Historical films about large-scale disasters often fall into two categories: action epics about the scope of what went wrong and more intimate dramas about the people impacted. There are many stories of people being unexpectedly put into harm’s way when an unforeseen weather pattern or theoretically safe test goes hopelessly awry. These films stand both as a testament to those who lost their lives as a result and as a cinematic representation of what they endured. Truly capturing the sense of panic and hopelessness felt by those trapped in an impossible situation is the greatest challenge faced by a film like this.

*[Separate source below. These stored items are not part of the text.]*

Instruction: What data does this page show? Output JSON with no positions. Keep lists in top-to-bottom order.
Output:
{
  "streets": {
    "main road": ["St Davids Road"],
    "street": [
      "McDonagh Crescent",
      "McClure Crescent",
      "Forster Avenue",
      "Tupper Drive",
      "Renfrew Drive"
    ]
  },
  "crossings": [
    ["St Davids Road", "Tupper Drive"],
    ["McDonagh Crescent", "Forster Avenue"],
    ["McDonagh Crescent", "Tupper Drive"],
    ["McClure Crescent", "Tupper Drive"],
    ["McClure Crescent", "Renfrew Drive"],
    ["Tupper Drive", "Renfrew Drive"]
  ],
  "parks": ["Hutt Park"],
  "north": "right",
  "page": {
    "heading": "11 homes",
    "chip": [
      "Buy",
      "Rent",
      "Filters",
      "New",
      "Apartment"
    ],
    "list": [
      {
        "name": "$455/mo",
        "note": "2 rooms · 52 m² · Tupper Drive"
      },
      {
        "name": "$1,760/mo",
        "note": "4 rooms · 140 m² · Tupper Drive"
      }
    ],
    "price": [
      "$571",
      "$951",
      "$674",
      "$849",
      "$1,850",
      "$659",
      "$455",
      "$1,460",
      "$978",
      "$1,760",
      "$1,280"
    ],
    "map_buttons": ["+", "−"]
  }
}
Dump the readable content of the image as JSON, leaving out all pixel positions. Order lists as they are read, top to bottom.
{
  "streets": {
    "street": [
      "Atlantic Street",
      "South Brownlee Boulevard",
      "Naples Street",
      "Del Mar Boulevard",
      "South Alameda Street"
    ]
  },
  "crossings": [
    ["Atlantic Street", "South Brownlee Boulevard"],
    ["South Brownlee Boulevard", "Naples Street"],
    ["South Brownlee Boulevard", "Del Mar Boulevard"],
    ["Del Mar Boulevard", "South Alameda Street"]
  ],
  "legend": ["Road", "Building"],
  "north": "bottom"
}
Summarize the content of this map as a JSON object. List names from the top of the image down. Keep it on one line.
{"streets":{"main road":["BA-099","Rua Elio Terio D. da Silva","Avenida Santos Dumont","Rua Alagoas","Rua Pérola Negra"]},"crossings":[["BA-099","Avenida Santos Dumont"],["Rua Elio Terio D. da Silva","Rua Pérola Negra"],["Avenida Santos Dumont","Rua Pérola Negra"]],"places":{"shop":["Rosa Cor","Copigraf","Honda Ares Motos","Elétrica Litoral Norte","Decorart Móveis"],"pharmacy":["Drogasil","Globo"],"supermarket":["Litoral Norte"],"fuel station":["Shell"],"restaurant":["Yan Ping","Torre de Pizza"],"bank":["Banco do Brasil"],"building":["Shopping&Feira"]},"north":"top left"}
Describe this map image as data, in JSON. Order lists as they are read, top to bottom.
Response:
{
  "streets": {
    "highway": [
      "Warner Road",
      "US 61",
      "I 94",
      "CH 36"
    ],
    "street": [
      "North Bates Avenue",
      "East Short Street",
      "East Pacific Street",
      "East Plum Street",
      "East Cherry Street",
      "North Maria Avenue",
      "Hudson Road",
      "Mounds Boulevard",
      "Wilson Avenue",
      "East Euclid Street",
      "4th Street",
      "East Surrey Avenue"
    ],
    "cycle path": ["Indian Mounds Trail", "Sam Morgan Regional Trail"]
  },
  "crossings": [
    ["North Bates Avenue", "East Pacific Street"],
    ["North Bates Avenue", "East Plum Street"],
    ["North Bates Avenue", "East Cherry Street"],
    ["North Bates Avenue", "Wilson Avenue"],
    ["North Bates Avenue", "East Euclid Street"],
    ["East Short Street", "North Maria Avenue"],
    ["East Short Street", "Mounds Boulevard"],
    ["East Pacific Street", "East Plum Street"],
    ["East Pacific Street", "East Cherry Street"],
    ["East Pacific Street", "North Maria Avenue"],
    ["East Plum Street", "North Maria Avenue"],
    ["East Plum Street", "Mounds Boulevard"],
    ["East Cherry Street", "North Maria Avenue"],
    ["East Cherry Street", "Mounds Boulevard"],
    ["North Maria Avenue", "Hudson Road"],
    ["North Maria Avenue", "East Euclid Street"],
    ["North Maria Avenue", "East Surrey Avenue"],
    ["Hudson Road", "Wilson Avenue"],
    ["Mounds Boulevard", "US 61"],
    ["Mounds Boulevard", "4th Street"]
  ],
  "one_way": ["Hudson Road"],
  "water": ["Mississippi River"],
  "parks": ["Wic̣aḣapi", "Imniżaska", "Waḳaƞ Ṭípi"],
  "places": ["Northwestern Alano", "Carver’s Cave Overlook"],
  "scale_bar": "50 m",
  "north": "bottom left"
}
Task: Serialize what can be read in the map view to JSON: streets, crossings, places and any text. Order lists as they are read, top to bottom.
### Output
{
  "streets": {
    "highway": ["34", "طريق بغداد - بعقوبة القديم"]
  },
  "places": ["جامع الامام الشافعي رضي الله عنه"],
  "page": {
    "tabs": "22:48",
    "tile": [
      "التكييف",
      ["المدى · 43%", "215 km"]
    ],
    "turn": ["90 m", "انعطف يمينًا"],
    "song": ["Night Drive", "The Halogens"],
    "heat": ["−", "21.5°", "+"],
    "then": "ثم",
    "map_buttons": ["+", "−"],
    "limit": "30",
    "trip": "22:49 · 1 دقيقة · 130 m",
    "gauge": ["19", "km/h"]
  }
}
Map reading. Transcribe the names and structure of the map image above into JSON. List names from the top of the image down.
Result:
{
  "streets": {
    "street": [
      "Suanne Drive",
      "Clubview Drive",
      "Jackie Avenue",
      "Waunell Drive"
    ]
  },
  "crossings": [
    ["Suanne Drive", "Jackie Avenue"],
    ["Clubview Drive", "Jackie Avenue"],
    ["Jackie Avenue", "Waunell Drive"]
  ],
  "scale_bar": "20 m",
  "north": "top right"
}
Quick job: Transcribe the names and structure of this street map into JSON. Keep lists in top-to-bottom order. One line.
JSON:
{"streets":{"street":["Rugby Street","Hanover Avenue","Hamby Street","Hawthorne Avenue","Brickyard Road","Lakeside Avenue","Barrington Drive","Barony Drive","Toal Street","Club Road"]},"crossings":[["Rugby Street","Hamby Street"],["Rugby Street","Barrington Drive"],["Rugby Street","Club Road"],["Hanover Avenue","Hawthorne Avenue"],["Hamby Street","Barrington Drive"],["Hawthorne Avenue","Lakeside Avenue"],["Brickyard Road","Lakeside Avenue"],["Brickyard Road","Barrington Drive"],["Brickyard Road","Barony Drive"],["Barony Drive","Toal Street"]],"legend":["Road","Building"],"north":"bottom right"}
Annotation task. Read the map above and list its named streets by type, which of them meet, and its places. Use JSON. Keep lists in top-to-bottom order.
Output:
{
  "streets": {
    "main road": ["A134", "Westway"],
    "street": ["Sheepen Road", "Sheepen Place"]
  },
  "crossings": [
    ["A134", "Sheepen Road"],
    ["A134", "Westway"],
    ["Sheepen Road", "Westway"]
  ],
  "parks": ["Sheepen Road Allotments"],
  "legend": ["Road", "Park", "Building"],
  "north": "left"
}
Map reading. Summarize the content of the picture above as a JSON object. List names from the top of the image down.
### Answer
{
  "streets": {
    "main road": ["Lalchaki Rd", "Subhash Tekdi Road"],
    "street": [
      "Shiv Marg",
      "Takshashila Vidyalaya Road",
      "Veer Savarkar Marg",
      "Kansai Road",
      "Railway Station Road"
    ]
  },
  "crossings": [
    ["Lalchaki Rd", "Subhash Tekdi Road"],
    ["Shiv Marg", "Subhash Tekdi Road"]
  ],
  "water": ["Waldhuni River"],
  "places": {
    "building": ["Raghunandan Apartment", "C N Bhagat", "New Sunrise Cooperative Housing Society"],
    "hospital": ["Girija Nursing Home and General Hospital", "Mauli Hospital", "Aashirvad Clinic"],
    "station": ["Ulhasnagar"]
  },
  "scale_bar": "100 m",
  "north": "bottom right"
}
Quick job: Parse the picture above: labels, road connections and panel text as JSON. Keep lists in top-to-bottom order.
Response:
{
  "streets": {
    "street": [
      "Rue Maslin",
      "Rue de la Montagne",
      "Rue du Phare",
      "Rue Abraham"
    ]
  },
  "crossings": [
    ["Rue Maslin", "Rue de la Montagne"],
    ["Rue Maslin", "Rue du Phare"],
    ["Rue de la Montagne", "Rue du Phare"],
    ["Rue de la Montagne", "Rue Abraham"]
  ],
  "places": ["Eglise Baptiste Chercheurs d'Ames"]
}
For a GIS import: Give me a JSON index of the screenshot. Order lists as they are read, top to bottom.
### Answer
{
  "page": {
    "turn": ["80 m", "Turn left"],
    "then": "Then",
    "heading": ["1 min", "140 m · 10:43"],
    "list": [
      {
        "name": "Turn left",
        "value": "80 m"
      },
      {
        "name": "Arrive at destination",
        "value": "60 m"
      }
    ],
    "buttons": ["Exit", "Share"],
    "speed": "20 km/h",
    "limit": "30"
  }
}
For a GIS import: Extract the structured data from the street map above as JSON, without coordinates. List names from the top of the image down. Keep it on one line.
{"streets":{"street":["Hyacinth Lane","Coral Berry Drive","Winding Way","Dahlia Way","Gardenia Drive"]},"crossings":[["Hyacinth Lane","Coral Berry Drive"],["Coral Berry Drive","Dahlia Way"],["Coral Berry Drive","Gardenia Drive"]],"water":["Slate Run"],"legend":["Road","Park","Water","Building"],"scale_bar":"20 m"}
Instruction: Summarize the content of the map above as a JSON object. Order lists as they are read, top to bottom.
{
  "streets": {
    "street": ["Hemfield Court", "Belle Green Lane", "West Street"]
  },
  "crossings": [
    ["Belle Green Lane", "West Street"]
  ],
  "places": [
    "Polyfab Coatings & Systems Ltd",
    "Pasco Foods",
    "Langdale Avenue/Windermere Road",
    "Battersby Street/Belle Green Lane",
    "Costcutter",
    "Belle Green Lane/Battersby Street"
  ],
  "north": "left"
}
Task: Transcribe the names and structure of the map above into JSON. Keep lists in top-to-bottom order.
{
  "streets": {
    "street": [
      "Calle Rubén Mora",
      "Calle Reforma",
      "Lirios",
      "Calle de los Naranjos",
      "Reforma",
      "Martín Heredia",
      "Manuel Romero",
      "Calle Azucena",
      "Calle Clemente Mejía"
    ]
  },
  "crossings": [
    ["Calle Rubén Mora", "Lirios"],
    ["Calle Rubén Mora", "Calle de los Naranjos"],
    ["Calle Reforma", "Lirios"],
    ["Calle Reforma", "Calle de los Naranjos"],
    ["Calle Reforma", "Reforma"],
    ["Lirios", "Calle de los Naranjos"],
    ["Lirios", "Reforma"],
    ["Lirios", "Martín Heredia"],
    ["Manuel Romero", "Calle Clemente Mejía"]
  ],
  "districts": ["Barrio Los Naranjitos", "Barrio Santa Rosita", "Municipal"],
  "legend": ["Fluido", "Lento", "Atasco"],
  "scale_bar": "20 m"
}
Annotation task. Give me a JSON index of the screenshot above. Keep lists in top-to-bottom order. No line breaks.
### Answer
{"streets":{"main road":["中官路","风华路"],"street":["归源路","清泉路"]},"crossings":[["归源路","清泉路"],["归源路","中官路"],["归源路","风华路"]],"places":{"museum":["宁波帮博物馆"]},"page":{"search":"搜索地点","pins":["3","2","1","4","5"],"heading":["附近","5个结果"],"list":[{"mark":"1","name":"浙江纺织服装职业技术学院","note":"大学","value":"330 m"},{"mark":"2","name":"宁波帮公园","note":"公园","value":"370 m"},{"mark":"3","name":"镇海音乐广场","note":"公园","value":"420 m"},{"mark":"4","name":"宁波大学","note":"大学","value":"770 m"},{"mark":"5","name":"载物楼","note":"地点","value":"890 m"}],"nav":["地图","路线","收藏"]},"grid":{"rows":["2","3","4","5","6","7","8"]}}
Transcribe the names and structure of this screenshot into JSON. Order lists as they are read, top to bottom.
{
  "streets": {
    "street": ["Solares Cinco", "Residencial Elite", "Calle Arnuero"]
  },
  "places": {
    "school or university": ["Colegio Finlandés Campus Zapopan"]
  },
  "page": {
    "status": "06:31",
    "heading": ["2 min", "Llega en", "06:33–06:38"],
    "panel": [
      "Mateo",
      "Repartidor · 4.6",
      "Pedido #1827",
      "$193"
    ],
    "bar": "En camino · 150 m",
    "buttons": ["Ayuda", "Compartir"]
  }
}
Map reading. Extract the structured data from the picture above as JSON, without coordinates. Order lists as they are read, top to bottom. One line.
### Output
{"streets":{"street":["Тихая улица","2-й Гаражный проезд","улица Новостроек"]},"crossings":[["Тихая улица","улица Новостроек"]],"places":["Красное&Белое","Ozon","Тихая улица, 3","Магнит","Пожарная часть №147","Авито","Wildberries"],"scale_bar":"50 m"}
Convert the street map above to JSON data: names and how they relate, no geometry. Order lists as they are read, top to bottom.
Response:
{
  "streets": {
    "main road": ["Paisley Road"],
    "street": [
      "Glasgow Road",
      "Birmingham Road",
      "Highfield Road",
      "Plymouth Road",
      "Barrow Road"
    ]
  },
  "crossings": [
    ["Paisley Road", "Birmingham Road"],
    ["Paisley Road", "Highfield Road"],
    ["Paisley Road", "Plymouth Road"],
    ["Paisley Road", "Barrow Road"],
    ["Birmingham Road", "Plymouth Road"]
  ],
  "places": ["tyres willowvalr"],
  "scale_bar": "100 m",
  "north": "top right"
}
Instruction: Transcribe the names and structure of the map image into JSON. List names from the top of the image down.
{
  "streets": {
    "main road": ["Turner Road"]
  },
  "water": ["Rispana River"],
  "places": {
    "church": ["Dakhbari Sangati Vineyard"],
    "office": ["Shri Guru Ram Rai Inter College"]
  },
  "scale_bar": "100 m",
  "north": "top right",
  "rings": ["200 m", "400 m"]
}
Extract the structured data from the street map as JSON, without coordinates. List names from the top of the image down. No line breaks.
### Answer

Mikhail Averin (Matthias Schoenaerts) is a captain aboard the Russian Kursk submarine in 2000, conducting a routine naval exercise. When two explosions rock the ship, the crew struggles to survive, aware that they must do whatever they can to alert those who could send help that they are both in distress and still alive. Averin does his best to maintain a calm atmosphere as his men gradually become aware of their increasingly poor odds, while a British commodore (Colin Firth) watches closely from afar and seeks to offer assistance to a reticent Russian operation weary of having anything about their nuclear-powered submarine discovered in the process.

This is a film that emphasizes those aboard the Kursk and the commitment they have to survive, driven by a desire to be reunited with their families. Averin is just one of the characters portrayed, whose relationship with his pregnant wife (Léa Seydoux) and young son (Artemiy Spiridonov) serves to anchor his will to live. He is a fitting representation of true awareness of his circumstances, resolute that keeping his men sane is just as crucial as ensuring that they can be rescued. Due to the tragic nature of this story’s end, many of the scenes are likely invented, but the power and devotion shown within them is indeed representative of a heroism that was displayed even by documented events that led to their eventually being located.

Danish director Thomas Vintenberg, who was Oscar-nominated for his strong drama “The Hunt” in 2013, has assembled an entirely international cast for a film all in English that might have been better served by using original languages instead. It’s not a tremendous detriment, as performances from Schoenaerts, Seydoux, August Diehl, and others are just as strong as they might have been in a different language. This film runs almost two full hours, spending time with the people it seeks to commemorate in a film that effectively spotlights the unfortunate politics and unnecessary diplomatic obstacles that can result in devastating loss akin to another such disastrous event recently chronicled on HBO in “Chernobyl.”